La Poule au Pot opened in 1964, on a thriving corner of Belgravia in West London. A small room with wide, street-facing windows, mismatched chairs, and dried lipstick-pink florals slung from above, it was originally owned by the actor Charles Brody. At that time, the restaurant felt more like an extension of Brody’s living room than it did a French bistro. According to lore, back in the 70s, the house wine came in glorious magnums, and waiters would draw a line on the bottle to mark the volume guests drank, then charge accordingly.
In the 60 years since, that unusual alchemy has largely stayed the same. Impervious to trends, lunch and dinner reservations still consistently start with a waiting list. Arrive early for dinner and you’re likely to find the staff muttering in French over their pre-service evening meal.
If a neighborhood is an emblem of change, where businesses come and go and independent storefronts get swapped out for chains, inside the four walls at La Poule au Pot, it’s a time capsule. A fossilized French hideaway that has come to define the surrounding area.

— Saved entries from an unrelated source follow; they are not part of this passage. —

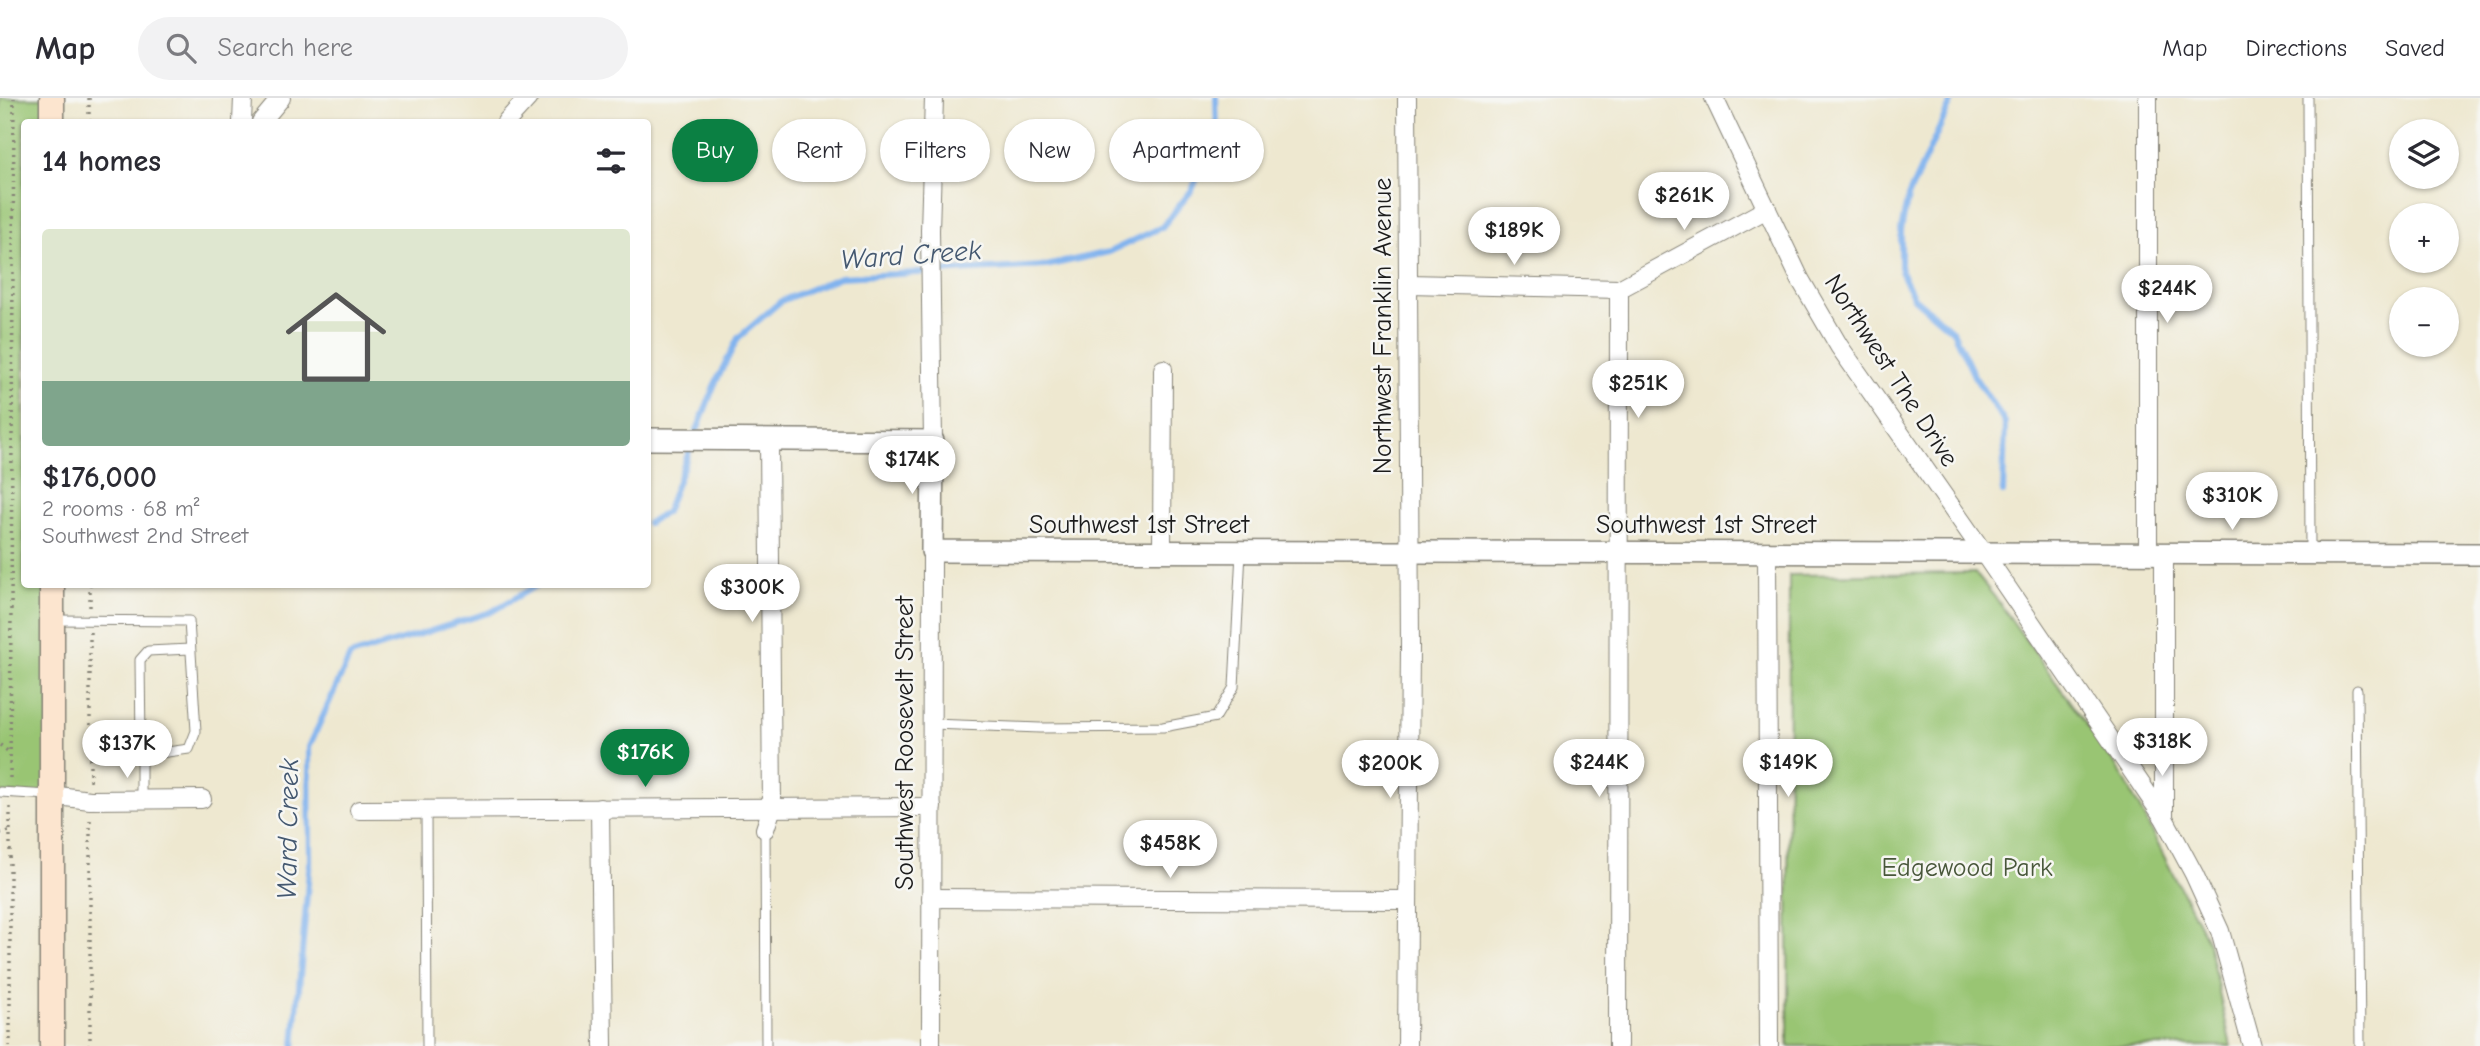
<!DOCTYPE html>
<html lang="en">
<head>
<meta charset="utf-8">
<style>
  :root { --surface:#fff; --page:#f2f2f3; --text:#2b2b33; --muted:#7c7c81; --line:#e1e1e2; --accent:#0b8043 }
  body { margin:0; font-family:"Comic Neue",sans-serif; background:var(--page); color:var(--text); height:100vh; display:flex; flex-direction:column; font-size:26px; white-space:nowrap }
  * { box-sizing:border-box; margin:0 }
  p { font-size:23px; color:var(--muted) }
  .icon { flex:none; width:38px; height:38px; fill:none; stroke:currentColor; stroke-width:2; stroke-linecap:round; stroke-linejoin:round }
  .map { position:relative; flex:1; overflow:hidden }
  .drawer { position:absolute; left:21px; top:21px; width:630px; height:469px; display:flex; flex-direction:column; background:var(--surface); border-radius:7px; box-shadow:0 2px 5px #0004 }
  .drawer>* { flex:none }
  .top-card { position:absolute; left:672px; top:21px; width:665px; height:63px; display:flex; gap:14px }
  .buttons { position:absolute; left:2389px; top:21px; display:grid; gap:14px }
  .buttons a { display:grid; place-items:center; width:70px; height:70px; border-radius:50%; background:var(--surface); box-shadow:0 2px 5px #0004; font-size:35px }
  .price { position:absolute; translate:-50% -60px; padding:0 16px; border-radius:24px; background:#fff; color:#222; font-size:23px; line-height:46px; filter:drop-shadow(0 2px 4px #0008) }
  .price::after { content:''; position:absolute; left:50%; top:42px; width:21px; height:16px; margin-left:-10px; background:inherit; clip-path:polygon(0 0,100% 0,50% 100%) }
  .price.active { background:var(--accent); color:#fff }
  ul { padding:0; list-style:none }
  li { display:grid; align-content:center; gap:14px; height:371px; padding:0 21px }
  li span { display:grid; place-items:center; height:217px; border-radius:7px; color:#555 }
  li>.icon { margin-inline-start:auto }
  span .icon { width:126px; height:126px; fill:#fffc; stroke-width:1 }
  li b { font-size:30px }
  h2 { display:flex; justify-content:space-between; align-items:center; height:84px; padding:0 21px; font-size:30px }
  .tag { padding:0 24px; border-radius:32px; background:var(--surface); box-shadow:0 2px 5px #0004; font-size:24px; line-height:63px }
  .tag.active { background:var(--accent); color:#fff }
  header { display:flex; align-items:center; gap:42px; box-sizing:border-box; height:98px; padding:0 35px; background:var(--surface); border-bottom:2px solid var(--line) }
  header strong { font-size:33px }
  nav { display:flex; gap:38px; margin-inline-start:auto; font-size:24px }
  .search { width:490px; height:63px; background:var(--page); display:flex; align-items:center; gap:18px; box-sizing:border-box; padding:0 24px; border-radius:38px; color:var(--muted); font-size:26px }
  .map>svg:first-child { display:block }
  .park { fill:#99c573; stroke:#5a7048; stroke-width:2 }
  .lines { fill:none; stroke-linecap:round; stroke-linejoin:round }
  .stream { stroke:#81b3ee; stroke-width:6 }
  .service-casing { stroke:#858276; stroke-width:11 }
  .minor-casing { stroke:#858276; stroke-width:20 }
  .tertiary-casing { stroke:#858276; stroke-width:24 }
  .secondary-casing { stroke:#858276; stroke-width:27 }
  .path { stroke:#858276; stroke-width:3.5; stroke-dasharray:2 5; stroke-linecap:butt }
  .service { stroke:#fff; stroke-width:9 }
  .minor { stroke:#fff; stroke-width:18 }
  .tertiary { stroke:#fff; stroke-width:21 }
  .secondary { stroke:#fce5cf; stroke-width:24 }
  .labels { text-anchor:middle; stroke-width:5; stroke-linejoin:round; paint-order:stroke }
  .street-label { font-size:26px; fill:#1c1c1c; stroke:#f6f6f2 }
  .park-label { font-size:26px; fill:#48573a; stroke:#f6f6f2 }
  .water-label { font-size:28px; font-style:italic; fill:#445870; stroke:#f6f6f2 }
</style>
</head>
<body>
<header>
<strong>Map</strong>
<div class="search"><svg class="icon" aria-label="search" viewBox="0 0 24 24"><circle cx="10" cy="10" r="6"/><path d="M15 15l6 6"/></svg>Search here</div>
<nav><a>Map</a><a>Directions</a><a>Saved</a></nav>
</header>
<div class="map">
<svg width="2480" height="948" viewBox="0 0 2480 948">
  <rect width="100%" height="100%" fill="#f6f6f2"/>
  <filter id="ink" filterUnits="userSpaceOnUse"><feTurbulence type="fractalNoise" baseFrequency=".0143" numOctaves="2"/><feDisplacementMap in="SourceGraphic" scale="14" xChannelSelector="R" yChannelSelector="G"/><feConvolveMatrix kernelMatrix="1 2 1 2 8 2 1 2 1" color-interpolation-filters="sRGB"/></filter>
  <filter id="wash" filterUnits="userSpaceOnUse"><feTurbulence type="fractalNoise" baseFrequency=".00686" numOctaves="4" result="noise"/><feDisplacementMap in="SourceGraphic" scale="28" xChannelSelector="R" yChannelSelector="G"/><feGaussianBlur stdDeviation="1.57" result="paint"/><feColorMatrix in="noise" values="0 0 0 0 0 0 0 0 0 0 0 0 0 0 0 0 0 1.4 0 .05"/><feComposite in="paint" operator="in"/></filter>
  <g filter="url(#wash)">
    <rect width="100%" height="100%" fill="#eee8d0"/>
    <!-- park -->
    <g class="park">
      <path d="M0,0H50V24H24V486L50,487V697L0,695Z"/>
      <path d="M1975,475L1998,503L2123,678L2208,844L2231,948H1788L1789,477Z"/>
    </g>
    <g class="lines">
      <!-- stream -->
      <g class="stream">
        <path d="M1953,0L1908,99L1901,132V173L1914,200L1953,233L1974,278L2005,325L2003,395"/>
        <path d="M648,425L666,414L714,288L738,240L781,203L840,179L1046,168L1109,154L1162,129L1192,92L1217,35L1216,0"/>
        <path d="M294,948L310,761L309,649L350,558L491,514L539,486"/>
      </g>
    </g>
  </g>
  <g filter="url(#ink)">
    <g class="lines">
      <!-- service casing -->
      <g class="service-casing">
        <g id="service">
          <path d="M2308,0L2310,455"/>
          <path d="M55,522L189,523L196,633L189,651L153,656L141,646L140,562L148,553L190,551"/>
          <path d="M2357,592L2360,948"/>
          <path d="M932,626L1040,630L1163,629L1216,619L1234,589L1241,454"/>
          <path d="M141,646V701"/>
          <path d="M0,694L49,697"/>
          <path d="M426,711L427,948"/>
          <path d="M765,731L766,948"/>
        </g>
      </g>
      <!-- minor casing -->
      <g class="minor-casing">
        <g id="minor">
          <path d="M1714,0L1800,181L1839,248L1983,454L2164,720L2194,776L2220,833L2252,948"/>
          <path d="M242,24L243,0"/>
          <path d="M261,24L281,0"/>
          <path d="M506,24L528,0"/>
          <path d="M1409,186L1619,191L1767,111"/>
          <path d="M933,343L930,132L934,0"/>
          <path d="M1162,453L1163,271"/>
          <path d="M1767,453L1769,948"/>
          <path d="M2148,455V0"/>
          <path d="M50,697L90,702L202,701"/>
          <path d="M600,710L603,948"/>
          <path d="M359,712L932,709"/>
          <path d="M2164,720V455"/>
          <path d="M765,731L772,710L769,343"/>
          <path d="M931,800L1408,802"/>
          <path d="M931,948L932,453"/>
          <path d="M1407,948L1410,548L1407,0"/>
          <path d="M1618,948L1619,191"/>
        </g>
      </g>
      <!-- tertiary casing -->
      <g class="tertiary-casing">
        <path id="tertiary" d="M648,341L933,343L932,453L2480,456"/>
      </g>
      <!-- secondary casing -->
      <g class="secondary-casing">
        <g id="secondary">
          <path d="M52,0V24"/>
          <path d="M52,486V948"/>
        </g>
      </g>
      <!-- path -->
      <g class="path">
        <path d="M89,0V24"/>
        <path d="M90,486V509"/>
        <path d="M90,534V684"/>
        <path d="M0,647L9,654"/>
        <path d="M10,680L14,0"/>
        <path d="M10,709V948"/>
        <path d="M0,735L10,733"/>
        <path d="M90,948V720"/>
      </g>
      <!-- service -->
      <use href="#service" class="service"/>
      <!-- minor -->
      <use href="#minor" class="minor"/>
      <!-- tertiary -->
      <use href="#tertiary" class="tertiary"/>
      <!-- secondary -->
      <use href="#secondary" class="secondary"/>
    </g>
  </g>
  <g class="labels">
    <!-- street labels -->
    <g class="street-label">
      <text transform="translate(1382 228) rotate(-90)" y="9">Northwest Franklin Avenue</text>
      <text transform="translate(1892 272) rotate(57)" y="9">Northwest The Drive</text>
      <text x="1139" y="435">Southwest 1st Street</text>
      <text x="1706" y="435">Southwest 1st Street</text>
      <text transform="translate(904 645) rotate(-90)" y="9">Southwest Roosevelt Street</text>
    </g>
    <!-- park labels -->
    <g class="park-label">
      <text x="1967" y="778">Edgewood Park</text>
    </g>
    <!-- water labels -->
    <g class="water-label">
      <text transform="translate(911 156) rotate(-4)" y="10">Ward Creek</text>
      <text transform="translate(287 731) rotate(-89)" y="10">Ward Creek</text>
    </g>
  </g>
</svg>
<div class="buttons">
<a><svg class="icon" aria-label="layers" viewBox="0 0 24 24"><path d="M12 4l9 5-9 5-9-5zM3 14l9 5 9-5"/></svg></a>
<a>+</a>
<a>−</a>
</div>
<b class="price" style="left:1684px;top:134px">$261K</b>
<b class="price" style="left:1514px;top:169px">$189K</b>
<b class="price" style="left:2167px;top:227px">$244K</b>
<b class="price" style="left:1638px;top:322px">$251K</b>
<b class="price" style="left:912px;top:398px">$174K</b>
<b class="price" style="left:2232px;top:434px">$310K</b>
<b class="price" style="left:752px;top:526px">$300K</b>
<b class="price" style="left:2162px;top:680px">$318K</b>
<b class="price" style="left:127px;top:682px">$137K</b>
<b class="price active" style="left:645px;top:691px">$176K</b>
<b class="price" style="left:1599px;top:701px">$244K</b>
<b class="price" style="left:1788px;top:701px">$149K</b>
<b class="price" style="left:1390px;top:702px">$200K</b>
<b class="price" style="left:1170px;top:782px">$458K</b>
<div class="top-card">
<a class="tag active">Buy</a>
<a class="tag">Rent</a>
<a class="tag">Filters</a>
<a class="tag">New</a>
<a class="tag">Apartment</a>
</div>
<section class="drawer">
<h2>14 homes<svg class="icon" aria-label="filters" viewBox="0 0 24 24"><path d="M4 7h16M4 17h16"/><circle cx="9" cy="7" r="2"/><circle cx="15" cy="17" r="2"/></svg></h2>
<ul>
<li><span style="background:linear-gradient(#dfe7d0 70%,#7fa58c 0)"><svg class="icon" aria-label="home" viewBox="0 0 24 24"><path d="M3 11l9-7 9 7M6 9v11h12V9"/></svg></span><div><b>$176,000</b><p>2 rooms · 68 m²</p><p>Southwest 2nd Street</p></div></li>
</ul>
</section>
</div>
</body>
</html>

The restaurant is often cited as among London’s most romantic, and the 45 off-kilter seats have seen no shortage of first dates, marriage proposals, and anniversary celebrations. Beyond its idiosyncratic rom-com appeal and favorable low lighting—it’s impossible not to look good against the flicker of a single, well-placed candle—the clientele defy both age and type. From the faded velvet booths, Instagram-happy tourists sidle up against paunchy men wearing trousers the same hue as their salmon terrine. The scent of garlic and herbs wafts out onto the cobbled square.
The menus are reassuringly written only in French, and the homey, low-key cooking is treated as an art form. A ubiquitous vegetable such as asparagus or white onion becomes unforgettable once given a Gallic lilt inside an airy quiche or bowl of soup. And no one is coy about butter, salt, or goose fat. Portions are generous, and plates—mismatched, Parisian-flea-market-style—arrive from the kitchen in swarms. It’s the antidote to big-ego chefs’ tweezing microgreens onto avant-garde dishes.
A quick scan of the surrounding tables reads like the index of a Julia Child cookbook—dense blocks of paté rest against trays of moules frites and sautéed potatoes. And then there’s the poule au pot itself, a one-stop shop of chicken thighs, potatoes, zucchini, and carrots served in a deep dish of Provençal earthenware.
La Poule au Pot is a delightful reminder that sometimes the best change is none at all.